Wan, pale, and careworn they looked, but their eyes were bright, their steps steady, their bearing erect and dignified. They felt themselves victims and martyrs, whose fate would find a terrible echo in the Scottish Highlands; and need I add, that echo was heard, when two years afterwards Prince Charles unfurled his standard in Glenfinnan? Thus inspired by pride of birth, of character, and of country—by inborn bravery and conscious innocence, at this awful crisis, they gazed around them without quailing, and exhibited a self-possession which excited the pity and admiration of all who beheld them.
The clock struck the fatal hour at last!
"It is my doom," exclaimed Farquhar; "the hour of my end hath followed me."

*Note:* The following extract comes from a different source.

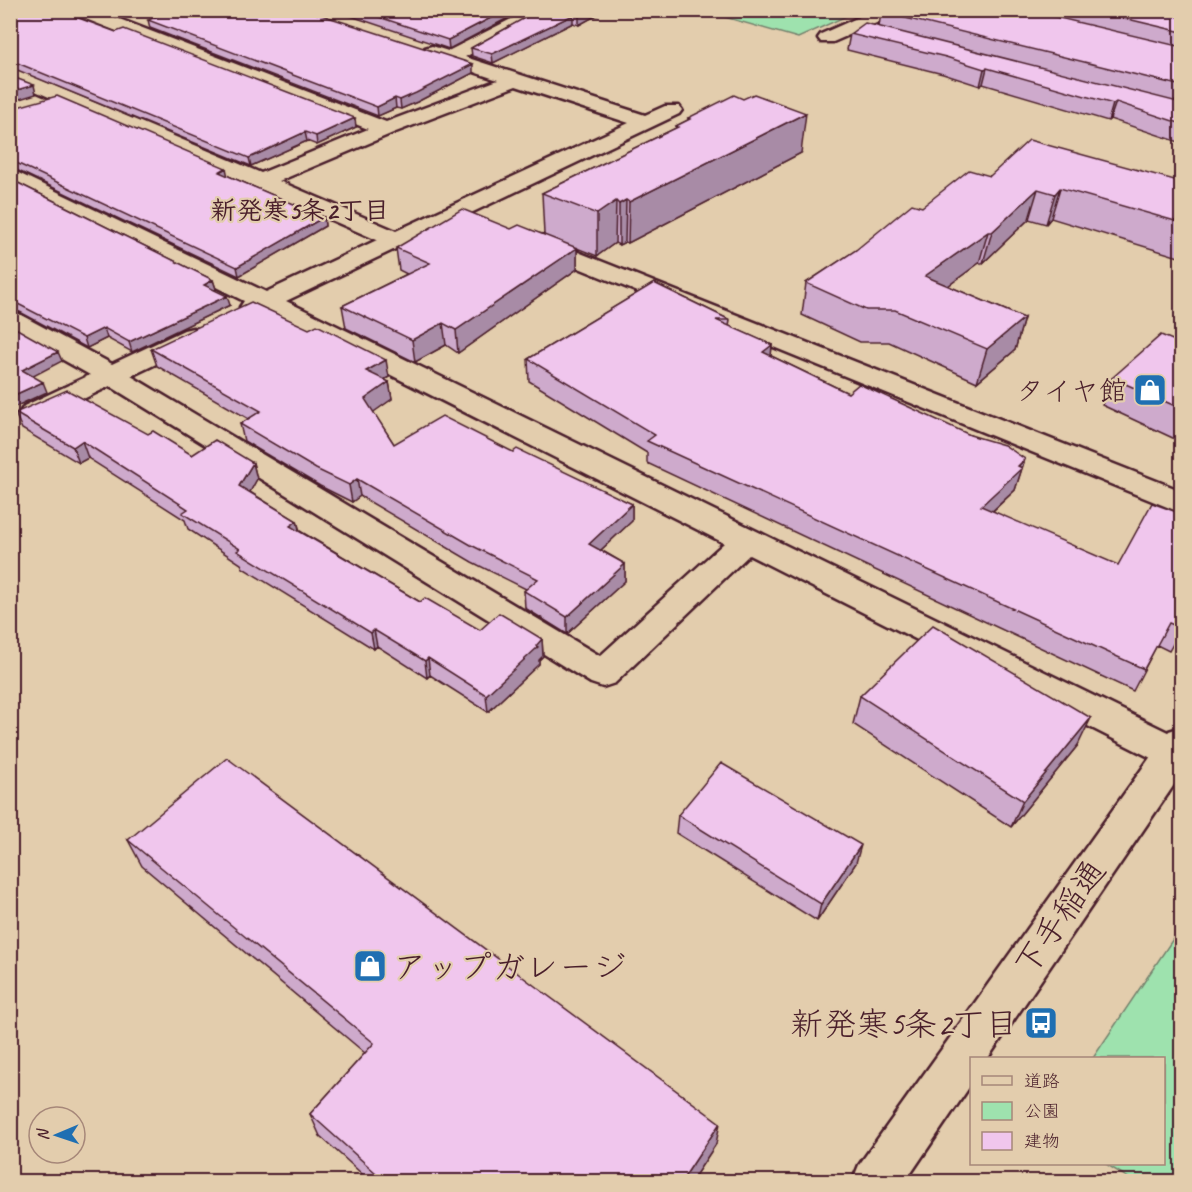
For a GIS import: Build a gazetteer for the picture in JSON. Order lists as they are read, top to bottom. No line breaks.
{"streets":{"street":["下手稲通"]},"districts":["新発寒5条2丁目"],"places":{"shop":["タイヤ館","アップガレージ"],"bus stop":["新発寒5条2丁目"]},"legend":["道路","公園","建物"],"north":"left"}
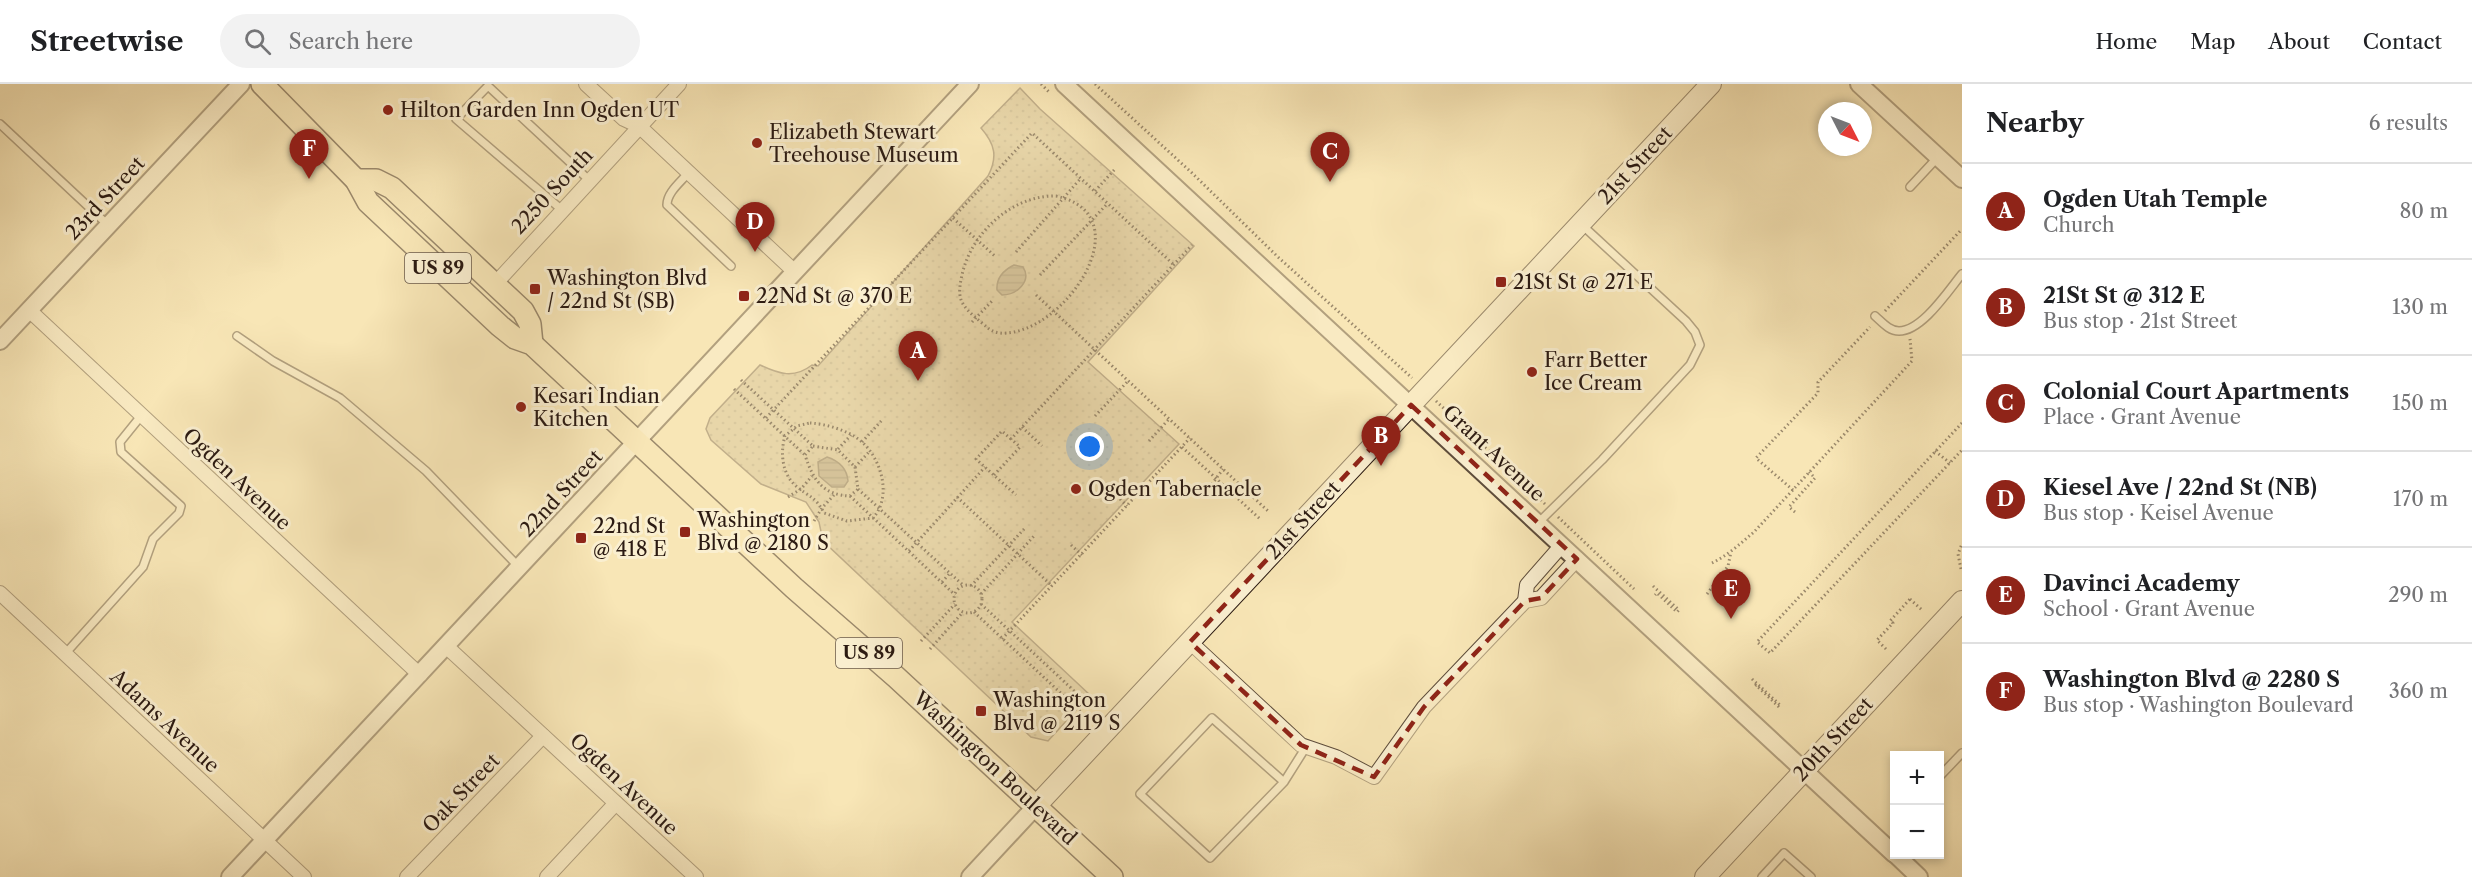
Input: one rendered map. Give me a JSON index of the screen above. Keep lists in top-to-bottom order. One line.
{"streets":{"main road":["21st Street","US 89","20th Street","Washington Boulevard"],"street":["2250 South","23rd Street","Grant Avenue","Ogden Avenue","22nd Street","Adams Avenue","Oak Street"]},"crossings":[["21st Street","Grant Avenue"],["21st Street","Washington Boulevard"],["2250 South","US 89"],["23rd Street","Ogden Avenue"],["US 89","Washington Boulevard"],["Grant Avenue","20th Street"],["Ogden Avenue","22nd Street"],["Ogden Avenue","Oak Street"],["22nd Street","Adams Avenue"],["22nd Street","Washington Boulevard"]],"places":{"other":["Hilton Garden Inn Ogden UT","Elizabeth Stewart Treehouse Museum","Farr Better Ice Cream","Kesari Indian Kitchen","Ogden Tabernacle"],"transit":["21St St @ 271 E","Washington Blvd / 22nd St (SB)","22Nd St @ 370 E","Washington Blvd @ 2180 S","22nd St @ 418 E","Washington Blvd @ 2119 S"]},"north":"bottom right","page":{"header":"Streetwise","search":"Search here","nav":["Home","Map","About","Contact"],"heading":["Nearby","6 results"],"pins":["F","C","D","A","B","E"],"list":[{"mark":"A","name":"Ogden Utah Temple","note":"Church","value":"80 m"},{"mark":"B","name":"21St St @ 312 E","note":"Bus stop · 21st Street","value":"130 m"},{"mark":"C","name":"Colonial Court Apartments","note":"Place · Grant Avenue","value":"150 m"},{"mark":"D","name":"Kiesel Ave / 22nd St (NB)","note":"Bus stop · Keisel Avenue","value":"170 m"},{"mark":"E","name":"Davinci Academy","note":"School · Grant Avenue","value":"290 m"},{"mark":"F","name":"Washington Blvd @ 2280 S","note":"Bus stop · Washington Boulevard","value":"360 m"}],"map_buttons":["+","−"]}}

They all embraced each other, and declined having their eyes bound up, but stood boldly, each at the foot of his coffin, confronting the levelled muskets of thirty privates of the Grenadier Guards, and they died like the brave men they had lived. One brief paragraph in St. James's Chronicle thus records their fate.
"On Monday, the 12th, at six o'clock in the morning, Samuel and Malcolm MacPherson, corporals, and Farquhar Shaw, a private-man, three of the Highland deserters, were shot upon the parade of the Tower pursuant to the sentence of the court martial. The rest of the Highland prisoners were drawn out to see the execution, and joined in their prayers with great earnestness. They behaved with perfect resolution and propriety. Their bodies were put into three coffins by three of the prisoners, their clansmen and namesakes, and buried in one grave, near the place of execution."

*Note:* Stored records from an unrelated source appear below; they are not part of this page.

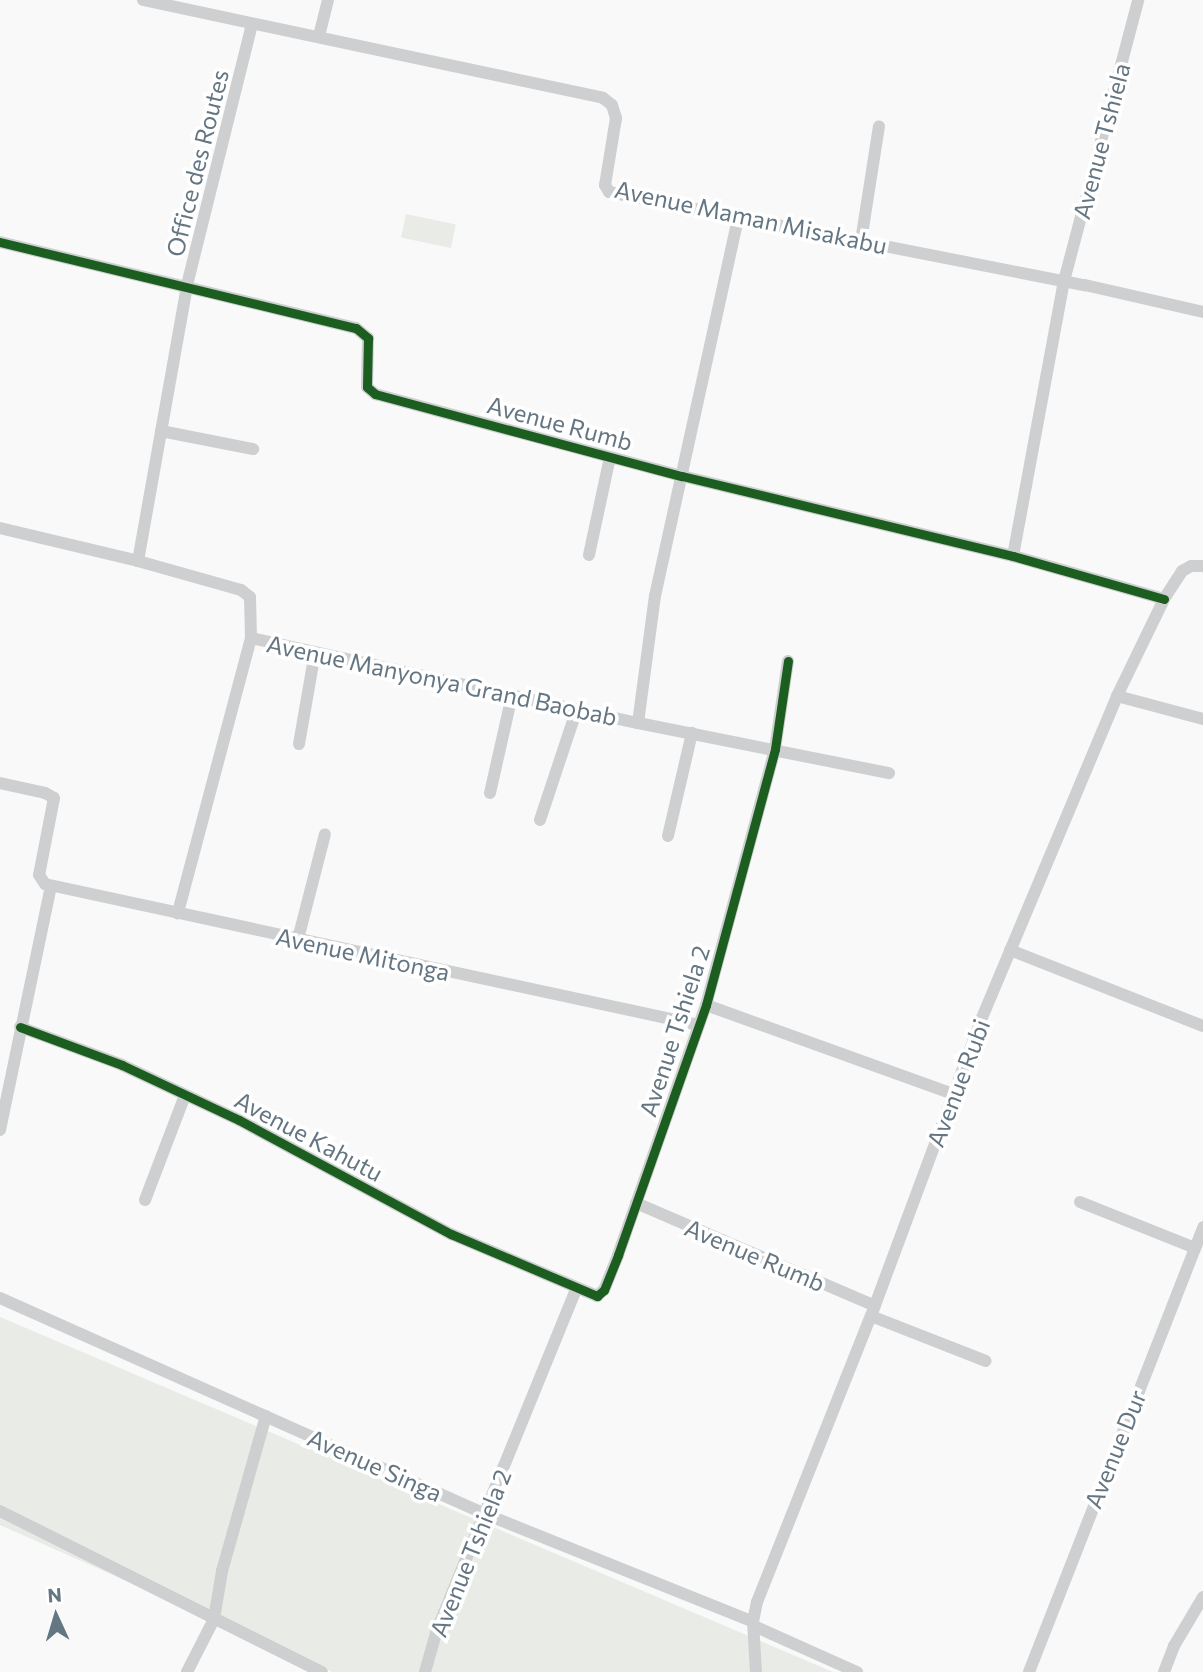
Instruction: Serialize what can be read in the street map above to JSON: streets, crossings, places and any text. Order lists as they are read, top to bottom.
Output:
{
  "streets": {
    "street": [
      "Avenue Tshiela",
      "Office des Routes",
      "Avenue Maman Misakabu",
      "Avenue Rumb",
      "Avenue Manyonya Grand Baobab",
      "Avenue Mitonga",
      "Avenue Tshiela 2",
      "Avenue Rubi",
      "Avenue Kahutu",
      "Avenue Dur",
      "Avenue Singa"
    ]
  },
  "crossings": [
    ["Avenue Tshiela", "Avenue Maman Misakabu"],
    ["Avenue Tshiela", "Avenue Rumb"],
    ["Office des Routes", "Avenue Maman Misakabu"],
    ["Office des Routes", "Avenue Rumb"],
    ["Office des Routes", "Avenue Manyonya Grand Baobab"],
    ["Avenue Rumb", "Avenue Tshiela 2"],
    ["Avenue Rumb", "Avenue Rubi"],
    ["Avenue Manyonya Grand Baobab", "Avenue Tshiela 2"],
    ["Avenue Mitonga", "Avenue Tshiela 2"],
    ["Avenue Tshiela 2", "Avenue Kahutu"],
    ["Avenue Tshiela 2", "Avenue Singa"],
    ["Avenue Rubi", "Avenue Singa"]
  ],
  "north": "top"
}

Such is the matter-of-fact record of a terrible fate!
To the slaughter of these soldiers, and the wicked breach of faith perpetrated by the Government, may be traced much of that distrust which characterized the Seaforth Highlanders and other clan regiments in their mutinies and revolts in later years; and nothing inspired greater hatred in the hearts of those who "rose" for Prince Charles in 1745, than the story of the deception and murder (for so they named it) of the three soldiers of the Reicudan Dhu by King George at London. "There must have been something more than common in the case and character of these unfortunate men," to quote the good and gallant old General Stewart of Garth, "as Lord John Murray, who was afterwards colonel of the regiment, had portraits of them hung in his dining-room."
This was the first episode in the history of the Black Watch, which soon after covered itself with glory by the fury of its charge at Fontenoy, and on the field of Dettingen exulted that among the dead who lay there was General Clayton, "the Sassenach" whose specious story first lured them from the Birks of Aberfeldy.